After Moonrise: Possessed\Haunted (3 page)

CHAPTER THREE

“And you know that this psychic serial killer is
draining spirits because your sister told you in there.” Raef pointed to where
Lauren still clenched her fist over her heart.

Her spine stiffened and her chin went up. “Don’t patronize me,
Raef. I know it the same way you know you’re talking to ghosts of the dead
instead of your own overactive imagination, even though no one else can see and
feel what you do.”

“All right.” He nodded his head slowly. “You got me there.” He
stood up and took his keys from his desk drawer. “Then let’s go.”

“Go?”

“To the scene of Aubrey’s accident.”

“You mean to the place she was murdered,” Lauren said
firmly.

“Either way, I need to check it out.” He raised a dark brow at
her when she didn’t move. “You did know that it is my standard procedure to go
to the site of the death, didn’t you?”

“Yes—yes, I knew,” she stuttered. “It’s just that, well, I
haven’t been back there since.”

“Not once? Not even when your sister has been manifesting to
you?”

Lauren shook her head. “No.” The word was a whisper.

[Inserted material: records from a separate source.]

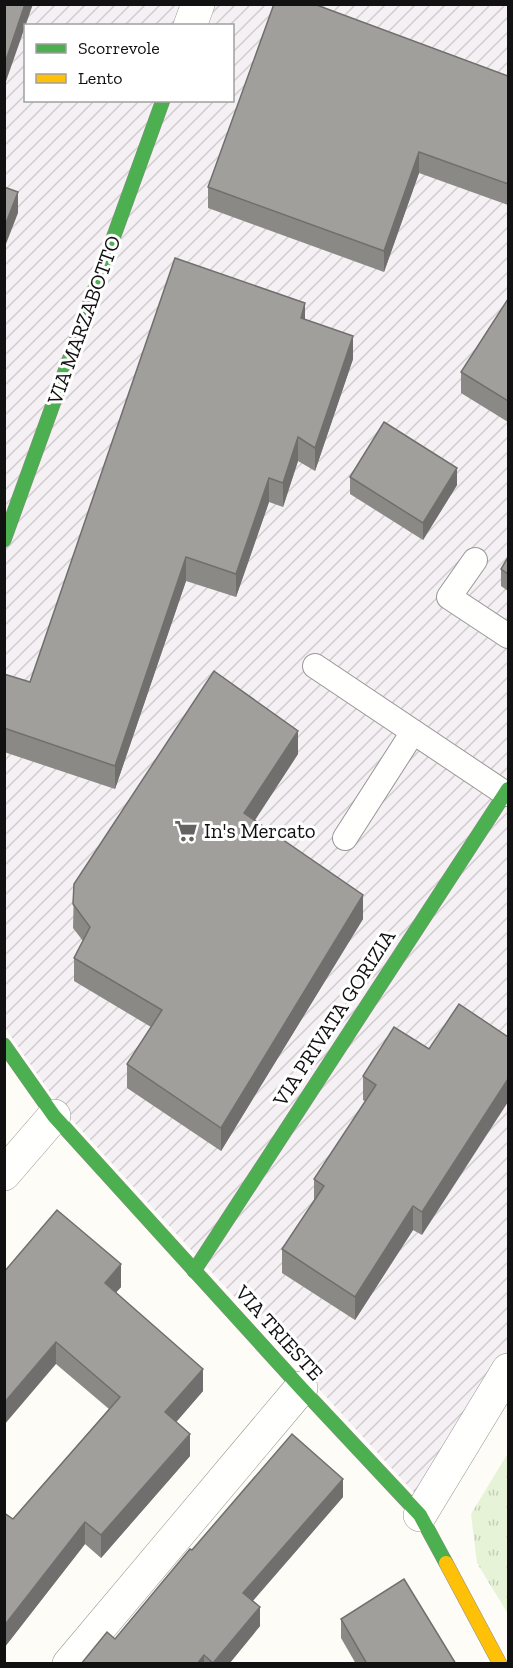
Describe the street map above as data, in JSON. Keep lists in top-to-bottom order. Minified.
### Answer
{"streets":{"street":["VIA MARZABOTTO","VIA PRIVATA GORIZIA","VIA TRIESTE"]},"crossings":[["VIA PRIVATA GORIZIA","VIA TRIESTE"]],"places":{"supermarket":["In's Mercato"]},"legend":["Scorrevole","Lento"]}
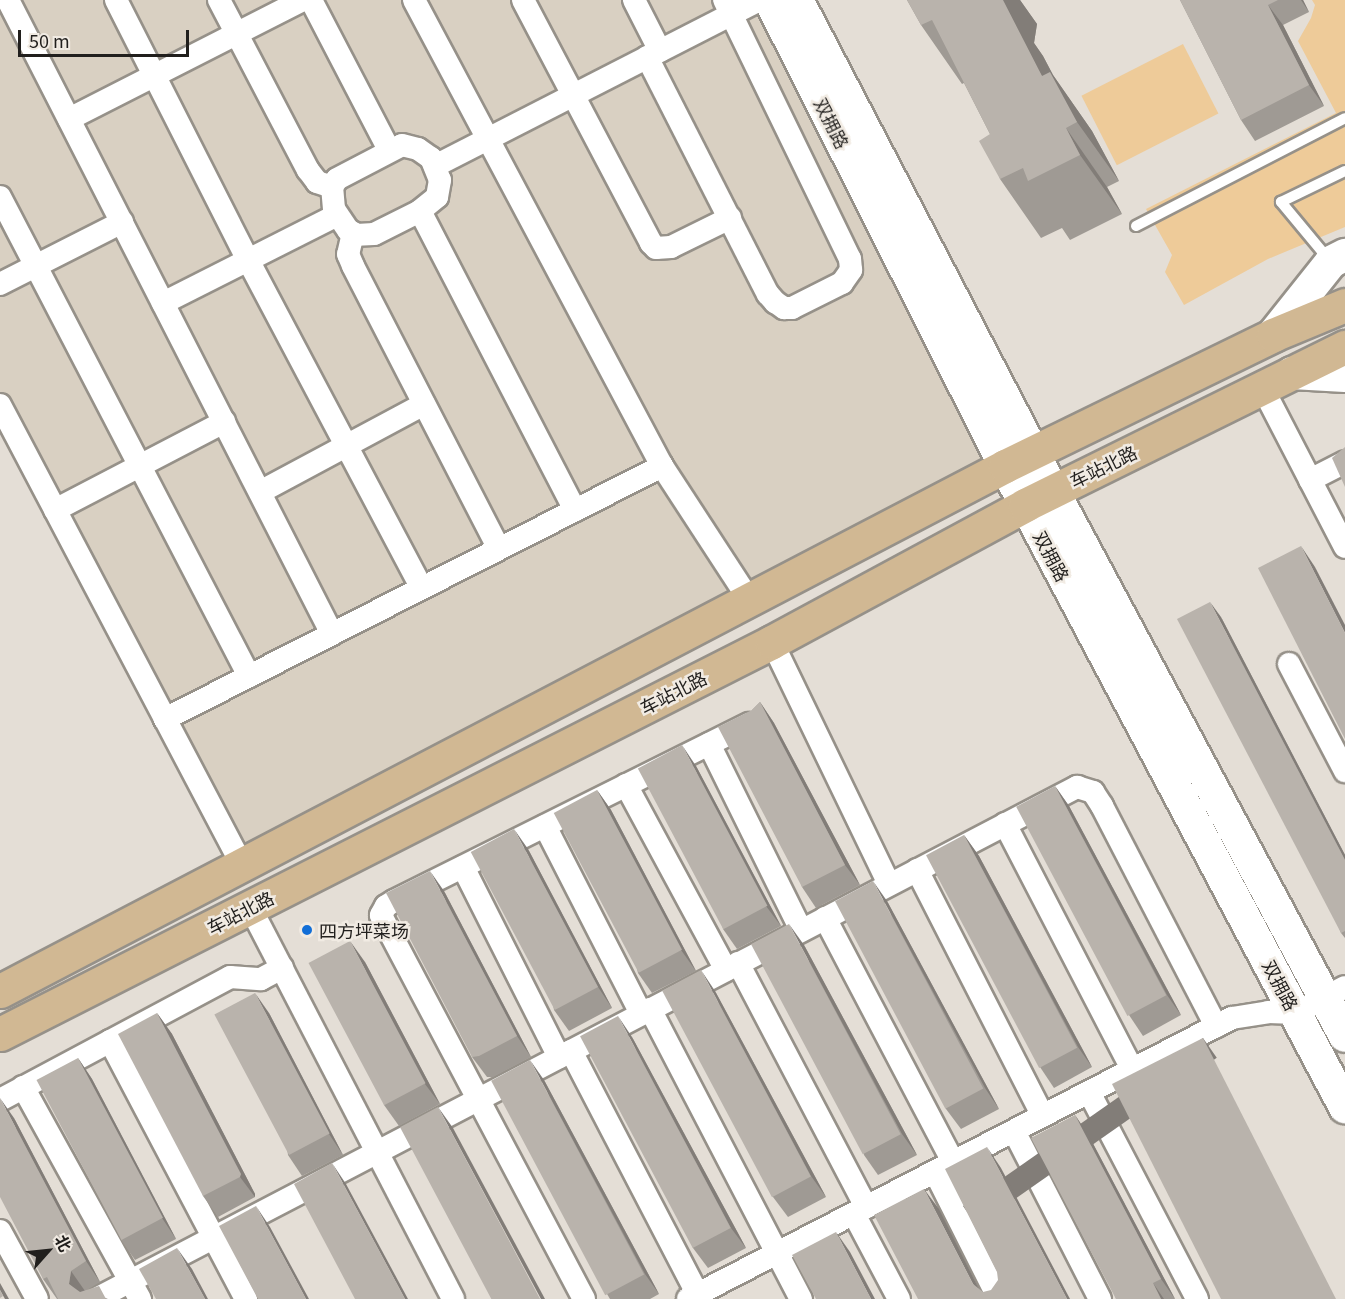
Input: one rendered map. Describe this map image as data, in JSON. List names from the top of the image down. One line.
{"streets":{"main road":["双拥路","车站北路"]},"crossings":[["双拥路","车站北路"]],"places":["四方坪菜场"],"scale_bar":"50 m","north":"top right"}
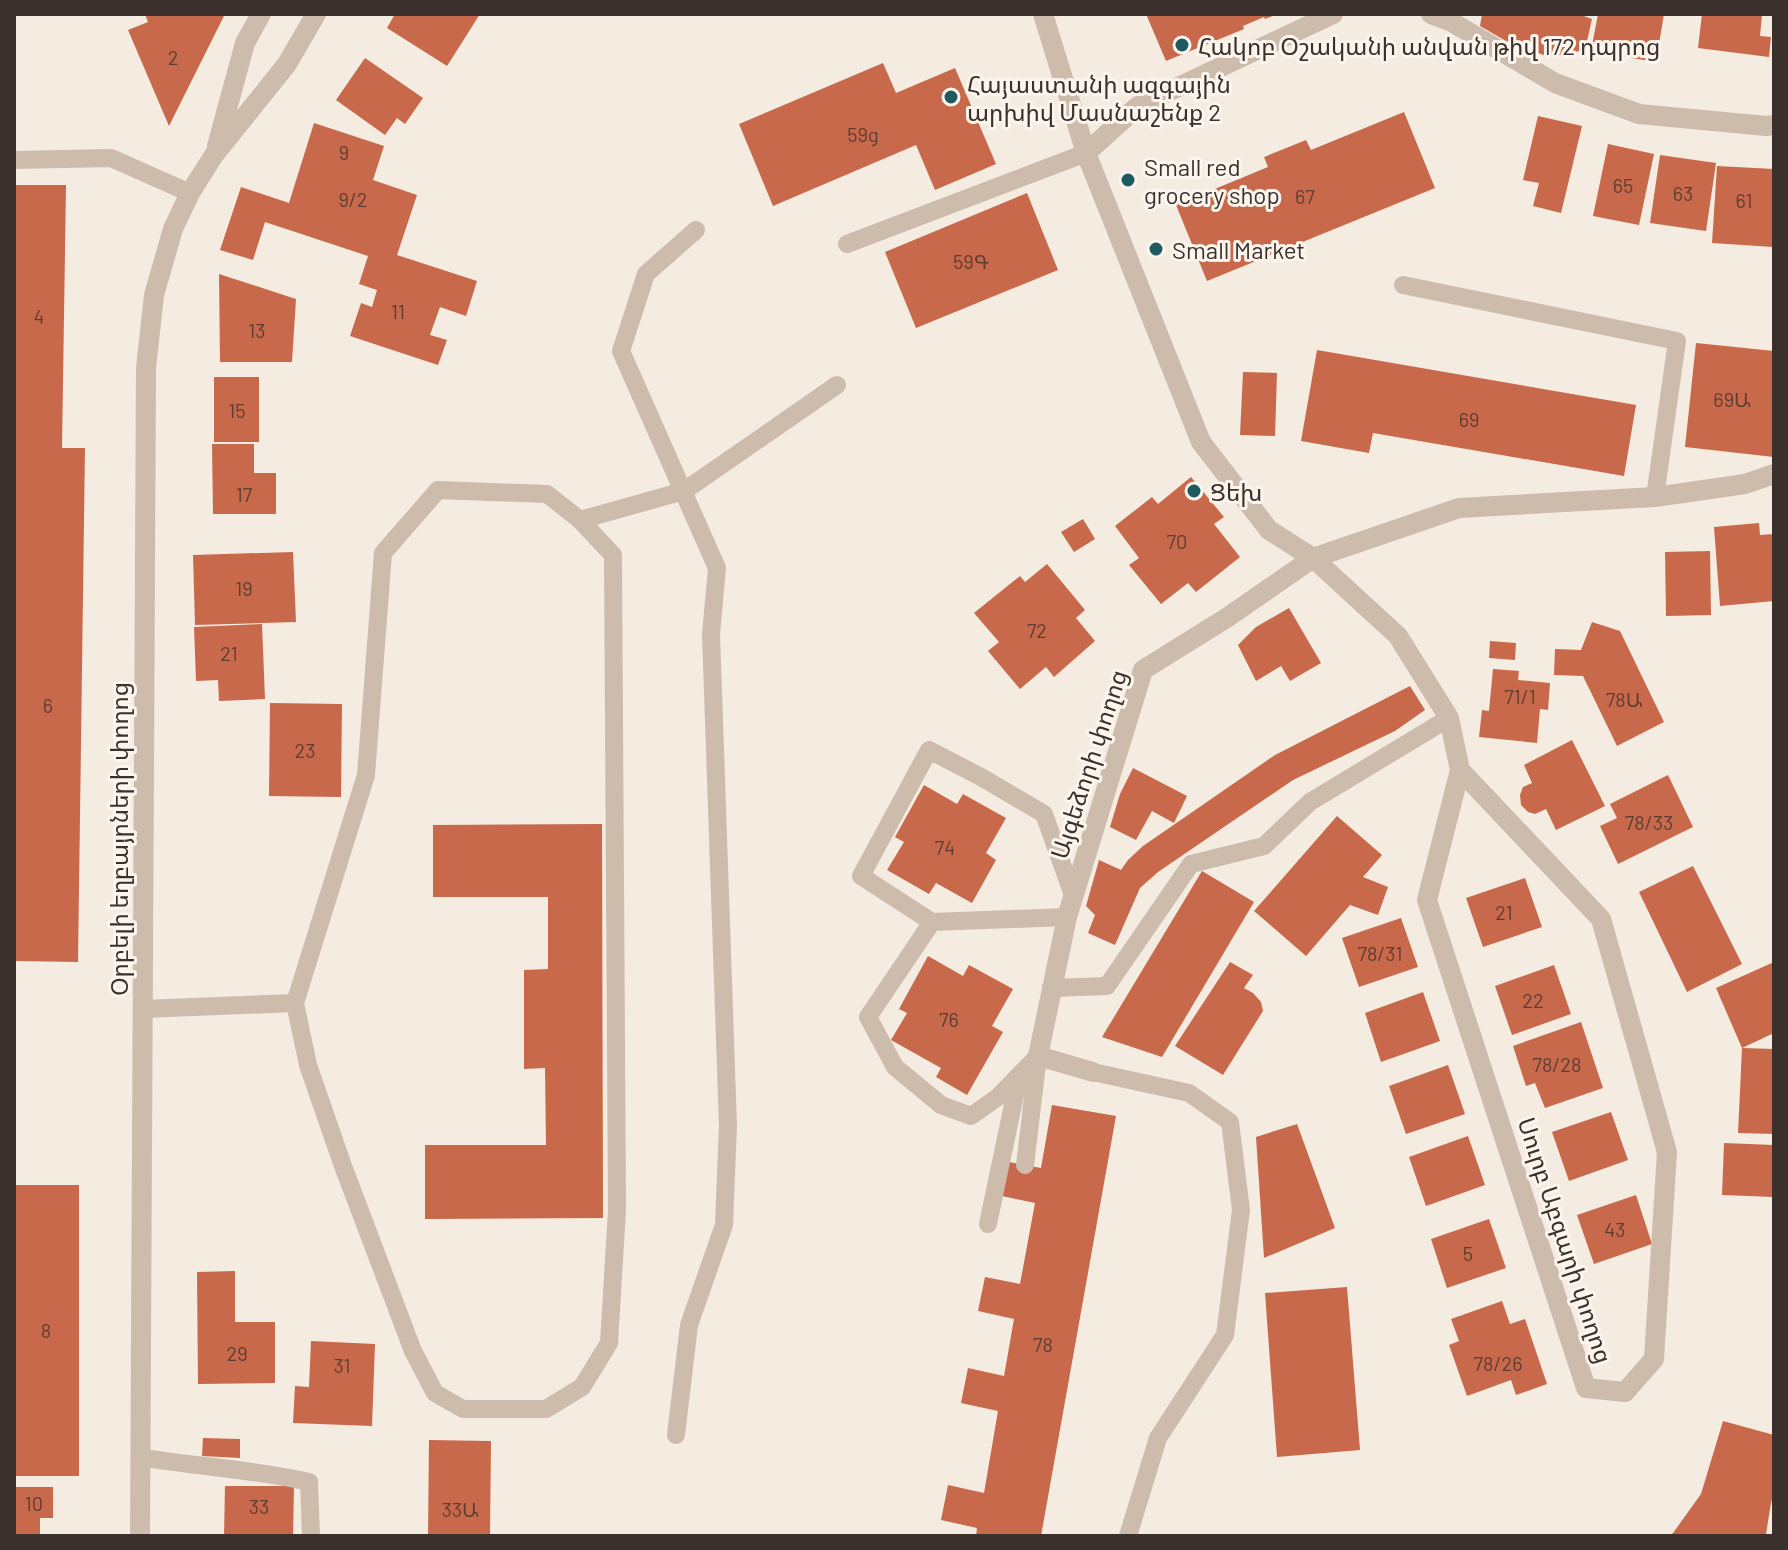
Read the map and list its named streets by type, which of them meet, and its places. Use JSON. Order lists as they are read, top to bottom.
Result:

“I can take you home first,” he said, walking around his desk
to her. “We can talk afterward and—”

“Would it be better if I come with you?” she interrupted, her
voice sounding firmer. “I mean, for you and the investigation.”

“It probably would be, especially because your situation is so
unique.”

Lauren stood. “Then I’ll go.”

* * *

T
HE
TRIP
FROM
THE
After Moonrise downtown offices to Midtown’s
Swan Lake was short and silent. Not that Raef minded. He was naturally quiet and
never had understood the need most people felt to chatter uncomfortably to fill
a peaceful lull. He also had to ready himself for what would happen when he
visited the site of a death and opened himself to the psychic images left there.
Accident or murder, it wasn’t exactly a walk in the damn park, and it was always
better to take a quiet moment to center himself first.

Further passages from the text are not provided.